Published 29th March 2018
Mella Carroll was the first female judge of the High Court in the Republic of Ireland.

Born in 1934 in Dublin, her father Patrick Carroll was a founder member and Commissioner of the Garda Siochana, the police force of Ireland from 1922, and he later qualified as a barrister. Mella read French and German at University College, Dublin, before studying for the Bar at King’s Inns. In 1957, she came first in the examination for the Brooke scholarship at King’s Inns.

Called to the Bar in 1957 at a time when very few women were practising, Mella proved herself to be a formidable talent. In 1976 she was called to the Bar of Northern Ireland, and in 1977 she became the first woman called to the Inner Bar as Senior Counsel. For a period, she was the only female Senior Counsel practising in the Irish State. A popular and well-respected barrister, known for her good humour and decisiveness, Mella was elected the first female Chairperson of the Bar Council in 1979.

On the 6th October 1980, Mella was appointed the first female judge in the High Court of Ireland, and sat on the bench for 25 years, becoming one of the longest serving High Court judges in Ireland. A pioneer in a male-dominated profession, Mella was addressed as ‘my lord’ by barristers in her court for 10 years, until 1990 when she announced she would prefer to be called ‘judge’. Later, she was elected the President of the International Association of Women Judges.

Confident in dealing with both complex commercial cases and criminal cases, Mella’s legacy as a judge is remarkable for its scope and diversity. She made some groundbreaking rulings during her time on the bench, shaping the direction of Irish law.

For example, in Mhic Mhathuna v. Ireland [1995] Mella ruled it was not unconstitutional to give greater assistance per capita to unmarried mothers than to married parents. In The Attorney General of England and Wales v. Brandan Books [1986] she refused an application by the British government to prevent the publication in Ireland of the memoirs of a former member of MI5 (One Girl’s War by Joan Miller), judging that the public interest of another state could not curtail freedom of expression within Irish jurisdiction.
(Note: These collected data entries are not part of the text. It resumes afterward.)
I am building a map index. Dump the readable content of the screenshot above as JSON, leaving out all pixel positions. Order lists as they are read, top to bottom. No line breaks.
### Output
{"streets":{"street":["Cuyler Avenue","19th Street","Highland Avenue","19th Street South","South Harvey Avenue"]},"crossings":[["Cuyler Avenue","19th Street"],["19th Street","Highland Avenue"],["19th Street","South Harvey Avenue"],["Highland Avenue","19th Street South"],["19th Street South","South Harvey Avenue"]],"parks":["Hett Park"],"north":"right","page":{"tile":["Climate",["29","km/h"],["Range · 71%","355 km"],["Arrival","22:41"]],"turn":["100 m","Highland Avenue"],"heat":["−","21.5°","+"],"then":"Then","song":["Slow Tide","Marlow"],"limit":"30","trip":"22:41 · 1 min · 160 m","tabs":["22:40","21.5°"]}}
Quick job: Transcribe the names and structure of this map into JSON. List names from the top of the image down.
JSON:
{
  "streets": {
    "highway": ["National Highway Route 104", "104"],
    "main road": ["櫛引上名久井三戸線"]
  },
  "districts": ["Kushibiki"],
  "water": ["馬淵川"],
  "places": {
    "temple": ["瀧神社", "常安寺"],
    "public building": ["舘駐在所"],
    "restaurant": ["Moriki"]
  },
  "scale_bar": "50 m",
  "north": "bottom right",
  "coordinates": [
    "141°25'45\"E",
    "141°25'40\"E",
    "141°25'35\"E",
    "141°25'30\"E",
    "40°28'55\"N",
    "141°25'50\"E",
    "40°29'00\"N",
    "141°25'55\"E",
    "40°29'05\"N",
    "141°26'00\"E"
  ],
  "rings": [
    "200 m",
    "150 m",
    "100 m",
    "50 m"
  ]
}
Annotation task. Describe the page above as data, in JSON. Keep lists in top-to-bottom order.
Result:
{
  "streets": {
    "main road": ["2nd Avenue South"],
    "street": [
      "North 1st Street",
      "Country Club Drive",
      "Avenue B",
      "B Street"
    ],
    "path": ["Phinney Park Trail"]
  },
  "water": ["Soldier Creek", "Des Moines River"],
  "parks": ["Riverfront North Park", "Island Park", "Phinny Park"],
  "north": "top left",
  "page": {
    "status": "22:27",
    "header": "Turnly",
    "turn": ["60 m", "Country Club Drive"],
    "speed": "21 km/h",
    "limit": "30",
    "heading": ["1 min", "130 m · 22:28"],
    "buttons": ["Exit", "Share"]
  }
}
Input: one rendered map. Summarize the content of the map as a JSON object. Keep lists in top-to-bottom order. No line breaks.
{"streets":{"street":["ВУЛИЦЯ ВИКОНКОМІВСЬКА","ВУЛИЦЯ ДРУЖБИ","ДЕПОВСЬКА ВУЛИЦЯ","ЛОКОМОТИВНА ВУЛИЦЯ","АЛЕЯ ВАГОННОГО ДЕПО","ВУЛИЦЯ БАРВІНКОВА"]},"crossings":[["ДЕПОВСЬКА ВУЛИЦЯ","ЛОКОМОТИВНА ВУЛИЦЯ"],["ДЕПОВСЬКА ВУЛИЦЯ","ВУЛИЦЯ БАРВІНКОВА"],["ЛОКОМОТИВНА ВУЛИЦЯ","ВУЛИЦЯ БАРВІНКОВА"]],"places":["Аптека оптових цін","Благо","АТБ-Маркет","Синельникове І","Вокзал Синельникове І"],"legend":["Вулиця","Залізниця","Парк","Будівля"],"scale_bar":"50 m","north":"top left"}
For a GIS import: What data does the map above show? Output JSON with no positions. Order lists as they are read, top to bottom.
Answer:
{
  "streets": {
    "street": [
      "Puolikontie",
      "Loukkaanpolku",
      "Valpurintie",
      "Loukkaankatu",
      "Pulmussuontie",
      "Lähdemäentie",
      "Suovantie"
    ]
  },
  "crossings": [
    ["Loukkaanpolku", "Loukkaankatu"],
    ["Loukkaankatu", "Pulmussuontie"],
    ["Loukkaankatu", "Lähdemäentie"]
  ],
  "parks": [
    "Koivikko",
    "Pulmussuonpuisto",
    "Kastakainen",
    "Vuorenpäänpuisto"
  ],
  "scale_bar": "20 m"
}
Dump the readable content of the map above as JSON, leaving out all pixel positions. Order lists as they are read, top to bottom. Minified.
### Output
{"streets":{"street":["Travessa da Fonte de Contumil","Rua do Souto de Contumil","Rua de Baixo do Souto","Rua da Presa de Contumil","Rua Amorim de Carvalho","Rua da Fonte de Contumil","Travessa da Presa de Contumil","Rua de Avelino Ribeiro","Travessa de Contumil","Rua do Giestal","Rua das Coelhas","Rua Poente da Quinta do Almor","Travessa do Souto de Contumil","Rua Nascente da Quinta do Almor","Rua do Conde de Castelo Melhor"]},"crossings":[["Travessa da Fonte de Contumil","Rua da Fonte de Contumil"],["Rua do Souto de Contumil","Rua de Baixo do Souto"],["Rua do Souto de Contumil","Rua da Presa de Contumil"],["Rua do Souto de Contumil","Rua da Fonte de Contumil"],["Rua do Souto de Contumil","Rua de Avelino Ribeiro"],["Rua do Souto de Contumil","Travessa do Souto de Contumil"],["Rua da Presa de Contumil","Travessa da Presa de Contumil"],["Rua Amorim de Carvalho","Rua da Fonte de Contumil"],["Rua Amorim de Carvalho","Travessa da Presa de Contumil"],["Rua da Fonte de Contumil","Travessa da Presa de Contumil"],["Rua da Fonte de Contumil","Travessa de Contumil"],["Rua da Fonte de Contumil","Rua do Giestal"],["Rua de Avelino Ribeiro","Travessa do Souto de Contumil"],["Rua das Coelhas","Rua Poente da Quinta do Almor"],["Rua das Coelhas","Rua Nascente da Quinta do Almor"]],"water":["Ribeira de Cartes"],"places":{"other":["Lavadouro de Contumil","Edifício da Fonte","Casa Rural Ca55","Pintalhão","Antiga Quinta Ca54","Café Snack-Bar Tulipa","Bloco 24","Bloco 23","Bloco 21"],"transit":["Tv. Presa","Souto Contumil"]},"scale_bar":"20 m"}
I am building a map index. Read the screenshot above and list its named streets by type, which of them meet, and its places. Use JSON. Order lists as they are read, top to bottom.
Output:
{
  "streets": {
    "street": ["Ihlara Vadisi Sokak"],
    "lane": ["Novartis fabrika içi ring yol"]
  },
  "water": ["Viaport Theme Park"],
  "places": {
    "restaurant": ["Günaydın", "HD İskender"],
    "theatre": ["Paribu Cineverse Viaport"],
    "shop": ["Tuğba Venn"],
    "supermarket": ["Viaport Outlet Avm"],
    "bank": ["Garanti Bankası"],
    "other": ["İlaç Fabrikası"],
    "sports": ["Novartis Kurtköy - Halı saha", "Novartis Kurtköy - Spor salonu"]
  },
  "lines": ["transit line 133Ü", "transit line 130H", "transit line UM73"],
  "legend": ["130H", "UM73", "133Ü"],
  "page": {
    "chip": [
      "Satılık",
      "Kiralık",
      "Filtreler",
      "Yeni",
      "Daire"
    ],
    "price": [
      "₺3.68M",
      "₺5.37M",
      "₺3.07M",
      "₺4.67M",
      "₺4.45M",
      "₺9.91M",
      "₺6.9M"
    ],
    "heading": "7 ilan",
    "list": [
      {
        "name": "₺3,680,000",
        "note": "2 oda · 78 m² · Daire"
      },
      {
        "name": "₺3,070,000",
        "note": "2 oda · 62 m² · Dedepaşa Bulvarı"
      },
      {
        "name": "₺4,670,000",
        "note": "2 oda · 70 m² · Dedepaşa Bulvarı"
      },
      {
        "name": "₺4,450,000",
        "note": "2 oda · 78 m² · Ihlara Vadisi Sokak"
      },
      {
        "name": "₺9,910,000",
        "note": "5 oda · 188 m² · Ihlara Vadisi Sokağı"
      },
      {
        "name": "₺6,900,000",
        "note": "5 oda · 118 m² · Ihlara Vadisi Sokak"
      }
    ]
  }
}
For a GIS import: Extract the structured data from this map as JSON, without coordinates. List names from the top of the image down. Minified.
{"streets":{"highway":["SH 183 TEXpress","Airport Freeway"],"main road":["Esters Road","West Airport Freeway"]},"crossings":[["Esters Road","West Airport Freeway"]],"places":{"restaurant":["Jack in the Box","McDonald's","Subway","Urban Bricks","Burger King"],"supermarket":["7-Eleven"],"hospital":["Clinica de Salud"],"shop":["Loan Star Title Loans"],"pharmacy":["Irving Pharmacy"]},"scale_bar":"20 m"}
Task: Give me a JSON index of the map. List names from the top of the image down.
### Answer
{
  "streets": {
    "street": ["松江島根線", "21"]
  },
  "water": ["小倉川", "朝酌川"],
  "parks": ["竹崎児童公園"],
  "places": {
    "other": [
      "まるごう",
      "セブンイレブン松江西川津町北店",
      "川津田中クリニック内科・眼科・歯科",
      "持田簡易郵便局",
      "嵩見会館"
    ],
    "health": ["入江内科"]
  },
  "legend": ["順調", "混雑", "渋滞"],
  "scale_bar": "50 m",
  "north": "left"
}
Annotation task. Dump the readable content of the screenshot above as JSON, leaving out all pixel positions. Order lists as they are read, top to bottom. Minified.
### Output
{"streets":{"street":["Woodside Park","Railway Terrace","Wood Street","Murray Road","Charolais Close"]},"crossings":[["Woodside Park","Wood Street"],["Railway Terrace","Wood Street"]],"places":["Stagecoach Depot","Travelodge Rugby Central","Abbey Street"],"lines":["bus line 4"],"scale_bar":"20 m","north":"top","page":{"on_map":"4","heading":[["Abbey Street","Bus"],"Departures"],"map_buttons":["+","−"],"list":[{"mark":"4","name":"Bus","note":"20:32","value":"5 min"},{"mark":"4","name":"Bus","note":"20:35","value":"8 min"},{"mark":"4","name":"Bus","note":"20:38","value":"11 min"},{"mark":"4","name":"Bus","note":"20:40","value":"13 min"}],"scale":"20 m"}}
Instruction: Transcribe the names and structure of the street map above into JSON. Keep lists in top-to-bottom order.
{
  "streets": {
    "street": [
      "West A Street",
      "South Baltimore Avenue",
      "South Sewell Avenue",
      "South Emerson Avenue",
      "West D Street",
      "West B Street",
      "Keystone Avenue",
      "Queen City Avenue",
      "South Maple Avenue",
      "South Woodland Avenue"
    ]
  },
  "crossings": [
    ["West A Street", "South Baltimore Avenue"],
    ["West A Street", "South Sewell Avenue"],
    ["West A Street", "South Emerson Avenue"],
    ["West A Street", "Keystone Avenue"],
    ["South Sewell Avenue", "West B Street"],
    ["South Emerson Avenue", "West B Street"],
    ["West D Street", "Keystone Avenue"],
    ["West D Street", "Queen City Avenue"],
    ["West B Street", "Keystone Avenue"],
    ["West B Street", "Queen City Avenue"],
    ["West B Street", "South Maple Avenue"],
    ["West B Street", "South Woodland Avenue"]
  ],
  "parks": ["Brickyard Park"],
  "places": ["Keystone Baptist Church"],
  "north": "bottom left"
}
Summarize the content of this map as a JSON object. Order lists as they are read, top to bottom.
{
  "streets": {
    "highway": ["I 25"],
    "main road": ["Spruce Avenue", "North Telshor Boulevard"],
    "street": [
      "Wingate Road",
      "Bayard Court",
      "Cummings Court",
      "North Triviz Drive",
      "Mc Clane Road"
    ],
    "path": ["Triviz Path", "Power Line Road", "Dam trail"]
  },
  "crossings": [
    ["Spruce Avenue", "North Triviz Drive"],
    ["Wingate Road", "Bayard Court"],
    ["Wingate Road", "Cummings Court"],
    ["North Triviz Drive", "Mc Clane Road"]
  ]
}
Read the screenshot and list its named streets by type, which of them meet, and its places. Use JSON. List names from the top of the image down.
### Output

In the infamous murder trial of Catherine Nevin, dubbed the ‘Black Widow’ by the press, Mella directed that no press photographs of the accused be published during the trial and allowed no comment on her appearance, arguing that Nevin was entitled to protection for her privacy and dignity.

As Chairwoman of the Second Commission in the Status of Women, Mella helped to produce the 1993 report, which stated the demands of Irish women for equality. Many of the Commission’s recommendations have since been adopted. She also chaired the Commission on Nursing in 1997, contributing to transformative reforms to the nursing profession in Ireland. In recognition of her work, she was made an Honorary Fellow of the Faculty of Nursing of the Royal College of Surgeons In Ireland. In 2001, she was also appointed Chancellor of Dublin City University in 2001.

Outside of work, Mella enjoyed travelling and opera. She regularly travelled to Geneva to sit on the administrative tribunal of the International Labour Organisation, at one point serving as its vice-president. She never married, calling herself ‘unclaimed treasure’. Mella retired in November 2005 and died on January 15th 2006 after a long illness, aged 71. She remains one of the most influential women in Irish legal history.